FULYA GÜNDOĞDU
Yıllar önce finans sektöründe yöneticilik yaparken, aynı zamanda alerjik astımla mücadele ediyordum. Kokulara olan sevdam ise hiç azalmıyordu, ancak kullanamıyordum. Doğal kokuların gücüne olan inancım ise her zaman vardı.
Bir yaz tatilinde Fransa’nın Grasse köyünü ziyaret ettiğimde çok etkilendim. Aslında köyün hikayesi beni daha da etkilemişti.
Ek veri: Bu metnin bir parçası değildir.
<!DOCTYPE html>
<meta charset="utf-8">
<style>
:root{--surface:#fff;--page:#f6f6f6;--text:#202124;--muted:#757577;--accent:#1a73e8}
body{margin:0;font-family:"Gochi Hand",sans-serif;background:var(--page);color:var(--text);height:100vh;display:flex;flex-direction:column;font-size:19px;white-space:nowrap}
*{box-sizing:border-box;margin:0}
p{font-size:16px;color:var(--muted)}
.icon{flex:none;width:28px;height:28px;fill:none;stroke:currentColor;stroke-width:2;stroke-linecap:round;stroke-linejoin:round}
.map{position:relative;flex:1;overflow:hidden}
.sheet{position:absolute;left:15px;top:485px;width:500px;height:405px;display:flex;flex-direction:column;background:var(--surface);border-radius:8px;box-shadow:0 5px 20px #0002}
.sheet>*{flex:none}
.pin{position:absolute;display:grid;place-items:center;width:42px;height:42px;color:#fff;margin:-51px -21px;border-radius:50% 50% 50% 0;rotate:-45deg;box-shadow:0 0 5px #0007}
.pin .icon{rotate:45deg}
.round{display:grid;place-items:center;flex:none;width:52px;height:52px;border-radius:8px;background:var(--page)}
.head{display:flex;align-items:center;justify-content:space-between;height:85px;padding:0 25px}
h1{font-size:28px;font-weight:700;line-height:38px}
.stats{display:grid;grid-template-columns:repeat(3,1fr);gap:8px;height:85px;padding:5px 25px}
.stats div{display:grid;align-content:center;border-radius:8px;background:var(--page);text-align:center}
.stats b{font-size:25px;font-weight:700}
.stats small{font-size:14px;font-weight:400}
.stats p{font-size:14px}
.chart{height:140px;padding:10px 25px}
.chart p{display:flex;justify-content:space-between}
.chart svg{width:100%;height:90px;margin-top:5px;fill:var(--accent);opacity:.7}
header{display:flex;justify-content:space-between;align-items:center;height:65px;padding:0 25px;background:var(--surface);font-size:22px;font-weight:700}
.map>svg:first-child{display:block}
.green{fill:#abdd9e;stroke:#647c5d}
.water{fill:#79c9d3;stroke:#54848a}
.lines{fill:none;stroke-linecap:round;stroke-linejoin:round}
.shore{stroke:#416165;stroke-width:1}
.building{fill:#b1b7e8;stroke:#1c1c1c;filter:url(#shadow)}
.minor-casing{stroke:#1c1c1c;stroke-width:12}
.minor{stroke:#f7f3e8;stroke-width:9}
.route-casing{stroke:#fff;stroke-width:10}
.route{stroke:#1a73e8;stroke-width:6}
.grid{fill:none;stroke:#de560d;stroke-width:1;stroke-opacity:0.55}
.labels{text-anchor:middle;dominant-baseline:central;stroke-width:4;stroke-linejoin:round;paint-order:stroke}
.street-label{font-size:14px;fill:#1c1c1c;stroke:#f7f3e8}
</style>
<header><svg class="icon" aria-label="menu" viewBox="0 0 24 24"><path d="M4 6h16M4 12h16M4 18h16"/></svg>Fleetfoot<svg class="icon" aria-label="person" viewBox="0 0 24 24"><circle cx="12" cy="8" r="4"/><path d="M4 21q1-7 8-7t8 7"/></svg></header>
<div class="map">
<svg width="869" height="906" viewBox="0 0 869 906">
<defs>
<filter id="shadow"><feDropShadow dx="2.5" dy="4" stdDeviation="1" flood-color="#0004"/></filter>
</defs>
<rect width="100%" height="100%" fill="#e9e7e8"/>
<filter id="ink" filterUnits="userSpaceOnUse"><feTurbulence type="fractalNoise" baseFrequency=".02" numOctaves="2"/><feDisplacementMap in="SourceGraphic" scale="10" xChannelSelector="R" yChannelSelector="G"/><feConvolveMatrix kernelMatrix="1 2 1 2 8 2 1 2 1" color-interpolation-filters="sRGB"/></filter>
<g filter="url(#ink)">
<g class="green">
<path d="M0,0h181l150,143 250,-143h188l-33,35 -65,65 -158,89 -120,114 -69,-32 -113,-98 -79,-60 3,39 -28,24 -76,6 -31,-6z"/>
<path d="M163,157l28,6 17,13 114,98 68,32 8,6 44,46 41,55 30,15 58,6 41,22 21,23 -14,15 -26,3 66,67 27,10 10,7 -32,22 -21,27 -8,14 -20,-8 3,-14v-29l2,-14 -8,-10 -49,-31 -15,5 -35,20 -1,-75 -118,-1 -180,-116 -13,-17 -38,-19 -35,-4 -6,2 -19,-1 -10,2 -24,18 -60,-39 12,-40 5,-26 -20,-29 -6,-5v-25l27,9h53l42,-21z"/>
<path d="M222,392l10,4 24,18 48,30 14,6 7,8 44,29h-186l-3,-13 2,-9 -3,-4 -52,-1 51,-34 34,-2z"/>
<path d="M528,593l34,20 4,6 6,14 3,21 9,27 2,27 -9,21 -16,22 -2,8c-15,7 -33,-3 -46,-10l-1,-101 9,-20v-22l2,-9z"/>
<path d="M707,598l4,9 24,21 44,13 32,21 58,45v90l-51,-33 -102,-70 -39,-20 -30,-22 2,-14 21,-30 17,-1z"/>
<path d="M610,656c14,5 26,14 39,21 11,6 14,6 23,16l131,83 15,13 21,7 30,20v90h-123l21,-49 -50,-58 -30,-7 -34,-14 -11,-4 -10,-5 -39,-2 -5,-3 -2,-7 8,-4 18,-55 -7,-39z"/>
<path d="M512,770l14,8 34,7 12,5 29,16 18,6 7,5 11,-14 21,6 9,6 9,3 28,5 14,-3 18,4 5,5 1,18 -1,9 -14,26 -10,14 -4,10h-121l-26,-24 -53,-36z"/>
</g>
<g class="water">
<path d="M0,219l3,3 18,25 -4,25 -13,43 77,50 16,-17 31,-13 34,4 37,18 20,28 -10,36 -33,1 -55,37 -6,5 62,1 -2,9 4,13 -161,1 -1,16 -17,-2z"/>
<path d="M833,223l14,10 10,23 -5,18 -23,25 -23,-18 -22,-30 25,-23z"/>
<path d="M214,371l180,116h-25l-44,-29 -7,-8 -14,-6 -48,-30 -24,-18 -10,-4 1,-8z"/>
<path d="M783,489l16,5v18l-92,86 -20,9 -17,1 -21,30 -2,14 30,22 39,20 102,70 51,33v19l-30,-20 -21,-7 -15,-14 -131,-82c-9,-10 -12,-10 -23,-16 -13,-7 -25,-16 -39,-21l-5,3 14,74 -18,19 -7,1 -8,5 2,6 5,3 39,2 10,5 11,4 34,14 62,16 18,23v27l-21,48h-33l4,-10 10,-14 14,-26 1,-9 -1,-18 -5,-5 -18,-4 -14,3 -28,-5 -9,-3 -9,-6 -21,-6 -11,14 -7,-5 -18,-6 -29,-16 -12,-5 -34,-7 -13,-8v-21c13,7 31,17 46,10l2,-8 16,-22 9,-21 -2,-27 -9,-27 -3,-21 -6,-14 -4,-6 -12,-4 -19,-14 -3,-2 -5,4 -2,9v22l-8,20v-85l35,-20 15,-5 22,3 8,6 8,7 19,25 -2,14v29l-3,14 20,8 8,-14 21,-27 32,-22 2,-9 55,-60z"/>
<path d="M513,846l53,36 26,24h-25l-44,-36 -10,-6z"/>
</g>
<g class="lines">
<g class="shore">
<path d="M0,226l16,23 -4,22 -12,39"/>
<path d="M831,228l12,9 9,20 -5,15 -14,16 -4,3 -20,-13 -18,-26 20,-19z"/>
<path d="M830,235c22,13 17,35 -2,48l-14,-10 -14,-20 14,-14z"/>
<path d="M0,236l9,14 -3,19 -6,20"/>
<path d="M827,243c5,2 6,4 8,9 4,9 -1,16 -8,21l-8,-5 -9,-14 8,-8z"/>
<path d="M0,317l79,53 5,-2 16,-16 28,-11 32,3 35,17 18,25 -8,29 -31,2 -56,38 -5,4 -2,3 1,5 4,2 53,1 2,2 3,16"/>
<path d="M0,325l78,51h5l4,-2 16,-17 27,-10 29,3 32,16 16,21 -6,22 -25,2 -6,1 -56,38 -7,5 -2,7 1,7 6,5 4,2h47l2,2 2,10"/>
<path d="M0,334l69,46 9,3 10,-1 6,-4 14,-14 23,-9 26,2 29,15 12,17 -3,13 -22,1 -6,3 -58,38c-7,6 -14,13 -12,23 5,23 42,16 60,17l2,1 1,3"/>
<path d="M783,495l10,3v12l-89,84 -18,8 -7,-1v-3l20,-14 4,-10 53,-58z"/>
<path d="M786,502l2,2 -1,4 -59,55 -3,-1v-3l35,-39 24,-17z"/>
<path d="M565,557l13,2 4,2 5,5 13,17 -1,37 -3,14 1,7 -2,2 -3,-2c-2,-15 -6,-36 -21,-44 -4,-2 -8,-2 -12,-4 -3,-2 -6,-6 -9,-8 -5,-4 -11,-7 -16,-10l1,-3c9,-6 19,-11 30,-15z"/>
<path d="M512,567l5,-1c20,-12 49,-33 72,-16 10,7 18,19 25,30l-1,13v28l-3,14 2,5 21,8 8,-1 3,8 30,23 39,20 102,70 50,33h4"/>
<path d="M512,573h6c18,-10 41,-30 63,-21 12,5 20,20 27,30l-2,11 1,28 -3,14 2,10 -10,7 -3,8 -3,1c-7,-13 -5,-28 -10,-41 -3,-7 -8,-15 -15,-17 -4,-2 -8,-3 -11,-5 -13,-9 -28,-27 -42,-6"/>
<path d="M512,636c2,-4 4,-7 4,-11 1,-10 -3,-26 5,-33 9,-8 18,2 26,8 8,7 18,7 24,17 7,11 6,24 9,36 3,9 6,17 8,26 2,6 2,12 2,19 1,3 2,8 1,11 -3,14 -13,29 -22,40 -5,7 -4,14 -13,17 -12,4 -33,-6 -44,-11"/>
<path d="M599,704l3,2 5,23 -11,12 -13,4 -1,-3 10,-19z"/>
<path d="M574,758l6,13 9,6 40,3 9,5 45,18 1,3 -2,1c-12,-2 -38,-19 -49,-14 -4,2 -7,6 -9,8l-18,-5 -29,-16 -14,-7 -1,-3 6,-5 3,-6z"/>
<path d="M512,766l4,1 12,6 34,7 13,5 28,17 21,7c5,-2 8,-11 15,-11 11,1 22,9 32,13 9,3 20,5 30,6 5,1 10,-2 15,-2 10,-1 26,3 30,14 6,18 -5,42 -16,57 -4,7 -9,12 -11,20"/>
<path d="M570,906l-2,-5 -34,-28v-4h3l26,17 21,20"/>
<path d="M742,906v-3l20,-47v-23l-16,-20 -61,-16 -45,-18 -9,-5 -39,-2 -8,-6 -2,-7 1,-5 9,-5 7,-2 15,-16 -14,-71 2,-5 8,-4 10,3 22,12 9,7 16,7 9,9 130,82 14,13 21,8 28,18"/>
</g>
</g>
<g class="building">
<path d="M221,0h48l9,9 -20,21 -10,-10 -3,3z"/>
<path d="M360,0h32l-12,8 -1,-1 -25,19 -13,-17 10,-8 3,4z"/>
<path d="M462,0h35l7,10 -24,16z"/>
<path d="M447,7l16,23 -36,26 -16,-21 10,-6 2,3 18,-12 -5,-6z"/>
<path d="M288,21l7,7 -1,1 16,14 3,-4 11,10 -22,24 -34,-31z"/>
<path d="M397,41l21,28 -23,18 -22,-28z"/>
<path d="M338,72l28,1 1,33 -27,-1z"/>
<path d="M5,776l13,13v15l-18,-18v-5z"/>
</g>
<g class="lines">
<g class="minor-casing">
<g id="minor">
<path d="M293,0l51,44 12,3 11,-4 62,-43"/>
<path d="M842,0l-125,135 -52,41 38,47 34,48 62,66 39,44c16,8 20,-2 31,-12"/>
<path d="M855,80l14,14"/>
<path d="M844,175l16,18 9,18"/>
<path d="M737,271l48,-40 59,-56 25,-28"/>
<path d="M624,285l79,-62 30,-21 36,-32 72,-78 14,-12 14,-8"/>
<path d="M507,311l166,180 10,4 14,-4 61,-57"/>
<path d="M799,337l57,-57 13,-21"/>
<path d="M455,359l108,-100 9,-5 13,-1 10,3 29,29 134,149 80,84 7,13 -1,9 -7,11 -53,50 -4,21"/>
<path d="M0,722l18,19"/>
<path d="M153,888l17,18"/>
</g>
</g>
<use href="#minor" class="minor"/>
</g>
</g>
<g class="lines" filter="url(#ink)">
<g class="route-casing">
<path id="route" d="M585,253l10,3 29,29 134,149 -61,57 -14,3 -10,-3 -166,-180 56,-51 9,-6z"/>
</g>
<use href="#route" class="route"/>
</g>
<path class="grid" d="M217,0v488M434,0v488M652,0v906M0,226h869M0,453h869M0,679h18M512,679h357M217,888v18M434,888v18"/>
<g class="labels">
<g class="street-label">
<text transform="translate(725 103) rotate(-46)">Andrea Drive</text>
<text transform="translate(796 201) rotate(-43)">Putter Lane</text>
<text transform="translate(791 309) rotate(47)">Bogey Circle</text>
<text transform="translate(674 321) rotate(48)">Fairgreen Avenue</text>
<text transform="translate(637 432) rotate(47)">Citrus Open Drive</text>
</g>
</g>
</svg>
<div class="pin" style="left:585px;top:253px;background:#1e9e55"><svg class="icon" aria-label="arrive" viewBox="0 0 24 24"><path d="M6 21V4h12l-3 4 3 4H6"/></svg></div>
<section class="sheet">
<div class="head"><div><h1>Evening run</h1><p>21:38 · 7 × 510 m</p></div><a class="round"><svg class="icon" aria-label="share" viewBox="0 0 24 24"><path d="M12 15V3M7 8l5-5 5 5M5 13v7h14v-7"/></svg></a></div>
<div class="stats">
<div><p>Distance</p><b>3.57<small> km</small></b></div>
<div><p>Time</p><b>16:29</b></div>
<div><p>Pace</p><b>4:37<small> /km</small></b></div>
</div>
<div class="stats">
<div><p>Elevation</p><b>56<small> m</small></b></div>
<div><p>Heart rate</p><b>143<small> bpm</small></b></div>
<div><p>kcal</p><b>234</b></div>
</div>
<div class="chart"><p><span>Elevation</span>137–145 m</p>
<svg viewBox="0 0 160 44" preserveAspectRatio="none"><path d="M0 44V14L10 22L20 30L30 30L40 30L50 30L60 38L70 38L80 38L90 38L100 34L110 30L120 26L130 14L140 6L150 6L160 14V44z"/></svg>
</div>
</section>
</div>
Tamamen deri üzerine çalışan halk, kötü kokuyu bastırmak için lavanta, güller, yasemin ve beyaz çiçeklerin kokusunu kullanıyorlardı ve bu kokuların sihrine inanıyorlardı.
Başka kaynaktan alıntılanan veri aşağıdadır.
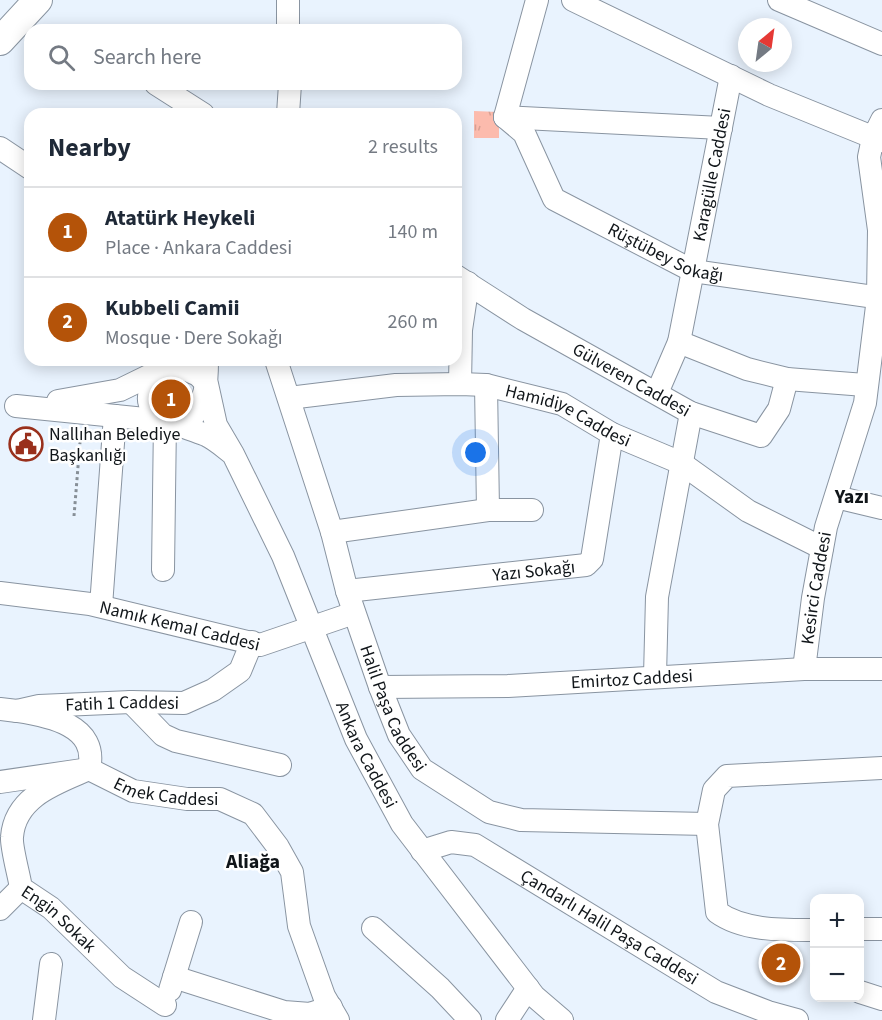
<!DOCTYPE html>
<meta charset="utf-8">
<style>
:root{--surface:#fff;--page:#f6f6f7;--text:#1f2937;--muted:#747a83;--line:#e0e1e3;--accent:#b45309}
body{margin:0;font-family:"Source Sans 3",sans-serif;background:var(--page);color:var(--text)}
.controls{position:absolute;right:18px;bottom:18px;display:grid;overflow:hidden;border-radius:12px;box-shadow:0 3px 15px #0003}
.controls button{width:54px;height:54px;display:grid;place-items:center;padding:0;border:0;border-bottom:2px solid var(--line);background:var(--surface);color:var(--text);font:30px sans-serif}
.compass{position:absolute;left:738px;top:18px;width:54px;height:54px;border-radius:50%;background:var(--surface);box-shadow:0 3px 15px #0003;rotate:29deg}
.you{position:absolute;left:476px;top:453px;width:21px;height:21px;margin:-15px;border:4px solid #fff;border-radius:50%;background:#1a73e8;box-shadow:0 0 0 9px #1a73e833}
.badge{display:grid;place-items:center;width:39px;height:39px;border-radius:50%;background:var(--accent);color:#fff;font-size:20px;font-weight:700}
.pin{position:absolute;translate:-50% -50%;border:3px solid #fff;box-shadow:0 2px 6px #0006}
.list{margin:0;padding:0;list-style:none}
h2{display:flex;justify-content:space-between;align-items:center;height:78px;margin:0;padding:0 24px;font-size:26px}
h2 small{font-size:20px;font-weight:400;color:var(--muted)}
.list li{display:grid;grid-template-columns:39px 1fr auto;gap:18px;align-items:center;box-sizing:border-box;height:90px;padding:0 24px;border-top:2px solid var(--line)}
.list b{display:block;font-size:22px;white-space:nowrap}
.list p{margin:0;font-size:20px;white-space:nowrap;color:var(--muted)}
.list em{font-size:20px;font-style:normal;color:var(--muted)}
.icon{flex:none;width:33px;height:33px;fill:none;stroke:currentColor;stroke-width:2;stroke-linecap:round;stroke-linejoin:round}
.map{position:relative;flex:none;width:882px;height:1020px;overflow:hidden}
.search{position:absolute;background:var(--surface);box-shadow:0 3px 15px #0003;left:24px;top:24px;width:438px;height:66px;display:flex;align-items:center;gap:15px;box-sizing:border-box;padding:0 21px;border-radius:18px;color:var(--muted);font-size:22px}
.panel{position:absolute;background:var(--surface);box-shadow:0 3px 15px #0003;left:24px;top:108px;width:438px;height:258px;border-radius:18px}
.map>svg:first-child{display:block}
.park{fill:url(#park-tufts)}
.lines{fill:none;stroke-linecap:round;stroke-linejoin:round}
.minor-casing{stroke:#8994a1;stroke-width:24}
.major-casing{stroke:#8994a1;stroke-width:30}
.path{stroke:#878f97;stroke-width:3;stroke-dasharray:3 3;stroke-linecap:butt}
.minor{stroke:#fff;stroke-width:22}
.major{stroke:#fff;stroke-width:28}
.labels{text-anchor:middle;stroke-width:5;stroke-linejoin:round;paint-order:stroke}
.street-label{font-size:18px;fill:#101519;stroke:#fff}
.poi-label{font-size:18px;fill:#101519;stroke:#fff;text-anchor:start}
.neighbourhood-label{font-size:20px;font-weight:bold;fill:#101519;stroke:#fff}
</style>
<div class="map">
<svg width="882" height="1020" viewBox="0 0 882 1020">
<defs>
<pattern id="park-tufts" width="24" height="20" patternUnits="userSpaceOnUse" patternTransform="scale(1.5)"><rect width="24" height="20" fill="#fcbbad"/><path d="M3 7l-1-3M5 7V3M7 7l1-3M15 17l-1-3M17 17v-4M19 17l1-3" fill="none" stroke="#d7a094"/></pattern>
</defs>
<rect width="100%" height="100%" fill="#e9f3fe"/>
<!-- park -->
<path class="park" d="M474,111L499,112V138H474Z"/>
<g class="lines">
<defs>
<g id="minor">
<path d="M288,0V30"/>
<path d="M573,0L769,95L882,141"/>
<path d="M779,0L882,44"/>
<path d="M156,84L203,114"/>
<path d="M288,114L290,84"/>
<path id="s1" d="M505,117L524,133L554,199L693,271L882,298"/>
<path d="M505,117L721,128"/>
<path d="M505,117L537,0"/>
<path d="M0,148L30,168"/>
<path id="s2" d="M456,276L523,319L691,413L761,436L779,409L787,379"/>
<path d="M679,342L747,369L787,379L865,385"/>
<path id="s3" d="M276,360L332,532L347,591L380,687L399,735L422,769L489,812L521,820L707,824"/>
<path d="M460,384L461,330L468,283"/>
<path d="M486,385L488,510"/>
<path id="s4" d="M657,393L679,342L731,76"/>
<path id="s5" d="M289,398L396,385L460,384L486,385L562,404L612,434L681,463L748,511L822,548"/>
<path d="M58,401L120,390L163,369"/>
<path d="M16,406L165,421L190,420C206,401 207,384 207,360"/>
<path id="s6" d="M233,454C225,448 215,439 206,435C172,421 125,416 163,369L182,368L198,375L207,384L216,425L233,454L283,556L356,739L402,824L534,996L562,1020"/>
<path d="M836,497L882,508"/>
<path d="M332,532L488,510H532"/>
<path d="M163,570L165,421"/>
<path id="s7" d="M347,591L586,565L592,559L612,434"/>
<path id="s8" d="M0,593L90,604L260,645L354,613"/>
<path d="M101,606L115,416"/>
<path id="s9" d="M804,669L813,598L826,527L865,403L878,298L879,230L869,157L873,138L882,120"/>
<path d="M655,676L657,597L691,413"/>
<path id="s10" d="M380,687L508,686L804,669H882"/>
<path d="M131,702L163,735L176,741L280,765"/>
<path id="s11" d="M0,709L17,711L39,706L131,702L184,703L213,690L240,671L252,642"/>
<path id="s12" d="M17,711C49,716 99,725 89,769C57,783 15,796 12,837C11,847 19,875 21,888L51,908L122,977L165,1005"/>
<path id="s13" d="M0,782L89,769L133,791L187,799H220L253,814L278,847L292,872L299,926L324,996L338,1020"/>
<path id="s14" d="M422,851L451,842L475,845L716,992L768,1012L797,1020"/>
<path d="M0,909L21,888"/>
<path d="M373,928L440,988L470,1020"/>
<path d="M860,929H882"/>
<path d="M814,930C783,930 743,931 717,912L707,824L714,790L727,776L882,768"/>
<path d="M174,977L284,1012L310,1014L331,1007"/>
<path d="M170,990L191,922"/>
<path d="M860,992L882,999"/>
<path d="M44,1020L51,964"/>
<path d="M507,1020L528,988"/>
</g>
<path id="major" d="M0,41L38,0"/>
</defs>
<!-- minor casing -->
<use href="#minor" class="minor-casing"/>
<!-- major casing -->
<use href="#major" class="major-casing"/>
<!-- path -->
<path class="path" d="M74,516L81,430"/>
<!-- minor -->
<use href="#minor" class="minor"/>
<!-- major -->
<use href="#major" class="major"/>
</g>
<!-- icons -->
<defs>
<symbol id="civic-ring" viewBox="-11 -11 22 22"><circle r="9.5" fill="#fff" stroke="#99301c" stroke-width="1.5"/><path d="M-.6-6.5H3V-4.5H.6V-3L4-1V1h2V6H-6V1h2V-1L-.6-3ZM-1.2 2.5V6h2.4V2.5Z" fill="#99301c"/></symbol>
</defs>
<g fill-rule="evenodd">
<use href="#civic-ring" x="7" y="425" width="38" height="38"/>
</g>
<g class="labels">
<!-- street labels -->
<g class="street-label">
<text dy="6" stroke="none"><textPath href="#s4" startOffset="226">Karagülle Caddesi</textPath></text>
<text dy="6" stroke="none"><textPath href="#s1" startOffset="222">Rüştübey Sokağı</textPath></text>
<text dy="6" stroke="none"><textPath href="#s2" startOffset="204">Gülveren Caddesi</textPath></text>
<text dy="6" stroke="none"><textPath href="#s5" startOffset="286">Hamidiye Caddesi</textPath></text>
<text dy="6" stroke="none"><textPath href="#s7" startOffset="188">Yazı Sokağı</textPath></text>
<text dy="6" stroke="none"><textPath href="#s9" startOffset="82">Kesirci Caddesi</textPath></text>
<text dy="6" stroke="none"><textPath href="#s8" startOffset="183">Namık Kemal Caddesi</textPath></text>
<text dy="6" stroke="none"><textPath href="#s10" startOffset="252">Emirtoz Caddesi</textPath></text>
<text dy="6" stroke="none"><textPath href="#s11" startOffset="123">Fatih 1 Caddesi</textPath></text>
<text dy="6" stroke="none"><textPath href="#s3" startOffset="368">Halil Paşa Caddesi</textPath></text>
<text dy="6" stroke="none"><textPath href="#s6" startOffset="592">Ankara Caddesi</textPath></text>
<text dy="6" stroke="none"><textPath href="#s13" startOffset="172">Emek Caddesi</textPath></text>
<text dy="6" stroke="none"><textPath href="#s12" startOffset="316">Engin Sokak</textPath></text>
<text dy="6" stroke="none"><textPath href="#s14" startOffset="212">Çandarlı Halil Paşa Caddesi</textPath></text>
</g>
<!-- poi labels -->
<g class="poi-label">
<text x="49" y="440">Nallıhan Belediye<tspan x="49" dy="21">Başkanlığı</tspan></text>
</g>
<!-- neighbourhood labels -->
<g class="neighbourhood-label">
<text x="852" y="503">Yazı</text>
<text x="253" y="868">Aliağa</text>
</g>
</g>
</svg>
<div class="controls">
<button>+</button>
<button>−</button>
</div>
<svg class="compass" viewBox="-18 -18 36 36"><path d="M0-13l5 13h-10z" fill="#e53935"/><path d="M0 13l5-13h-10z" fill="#747a83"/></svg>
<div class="you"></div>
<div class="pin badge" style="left:171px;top:399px">1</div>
<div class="pin badge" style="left:781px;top:963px">2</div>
<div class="search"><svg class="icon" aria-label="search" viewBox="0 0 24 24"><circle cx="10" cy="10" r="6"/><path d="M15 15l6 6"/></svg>Search here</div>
<section class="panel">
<h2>Nearby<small>2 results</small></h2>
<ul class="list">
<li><span class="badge">1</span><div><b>Atatürk Heykeli</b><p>Place · Ankara Caddesi</p></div><em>140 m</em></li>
<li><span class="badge">2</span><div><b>Kubbeli Camii</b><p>Mosque · Dere Sokağı</p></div><em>260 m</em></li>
</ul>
</section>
</div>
Grasse köyünde parfüm atölyesine katılmıştım. Her gün büyük bir heyecanla kokularla buluştuğum bu atölyede bir koku uzmanı ile parfümler hakkında yaptığımız sohbette astım hastalığımdan bahsetmiştim. Sohbetimizin sonunda beni çalıştığı esans fabrikasına davet etti ve orada gerçek parfümlerle, kokularla ve içeriklerle tanıştım. Bu seyahatte deneyimlediklerimi aldığım eğitimlerle birleştirerek kurumsal markalar için çözümler üretmeye başladım. Yaptığım araştırmalarda kurumsal kokunun, bir markanın logosundan önce belirlendiğinde müşteriye veya kitleye daha etkili yansıdığını gördüm.
Fiolas’ın yolculuğu tam da burada başladı. Alerjenlere karşı korunmuş esanslardan markalara ve yaşam alanlarına özel koku tasarımları yapıyorum. İlk günden beri duyduğum kokuların büyülü dünyasına olan heyecanım, her geçen gün daha da artıyor.